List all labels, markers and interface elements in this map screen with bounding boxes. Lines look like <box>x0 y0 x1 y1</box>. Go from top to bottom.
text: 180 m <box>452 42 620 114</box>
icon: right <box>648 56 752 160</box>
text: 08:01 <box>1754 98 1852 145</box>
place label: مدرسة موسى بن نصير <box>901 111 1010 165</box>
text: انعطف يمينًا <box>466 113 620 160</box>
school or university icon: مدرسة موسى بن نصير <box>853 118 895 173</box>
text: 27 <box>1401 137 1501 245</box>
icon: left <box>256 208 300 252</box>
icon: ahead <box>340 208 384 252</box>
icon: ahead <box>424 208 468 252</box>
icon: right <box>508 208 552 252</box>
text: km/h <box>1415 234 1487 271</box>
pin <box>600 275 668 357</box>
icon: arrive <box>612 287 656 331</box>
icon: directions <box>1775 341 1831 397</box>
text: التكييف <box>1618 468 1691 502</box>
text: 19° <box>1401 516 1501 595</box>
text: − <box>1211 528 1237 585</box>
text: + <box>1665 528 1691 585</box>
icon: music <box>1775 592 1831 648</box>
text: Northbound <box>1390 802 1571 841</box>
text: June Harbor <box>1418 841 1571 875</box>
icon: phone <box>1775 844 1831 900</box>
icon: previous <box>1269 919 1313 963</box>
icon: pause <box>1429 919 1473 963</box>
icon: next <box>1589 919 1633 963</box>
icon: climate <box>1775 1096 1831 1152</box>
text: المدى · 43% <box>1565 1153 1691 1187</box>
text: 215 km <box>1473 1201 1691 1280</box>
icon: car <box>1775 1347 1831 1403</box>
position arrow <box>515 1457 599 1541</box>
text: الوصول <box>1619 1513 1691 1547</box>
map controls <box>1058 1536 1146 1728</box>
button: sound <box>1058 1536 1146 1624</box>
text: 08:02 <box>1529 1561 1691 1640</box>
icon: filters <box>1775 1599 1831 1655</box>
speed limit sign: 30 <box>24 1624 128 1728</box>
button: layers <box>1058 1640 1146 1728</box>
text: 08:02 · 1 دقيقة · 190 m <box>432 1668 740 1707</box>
····················
Return, from the material above, each line holding the string "button".

(Your solution)
button: sound <box>1058 1536 1146 1624</box>
button: layers <box>1058 1640 1146 1728</box>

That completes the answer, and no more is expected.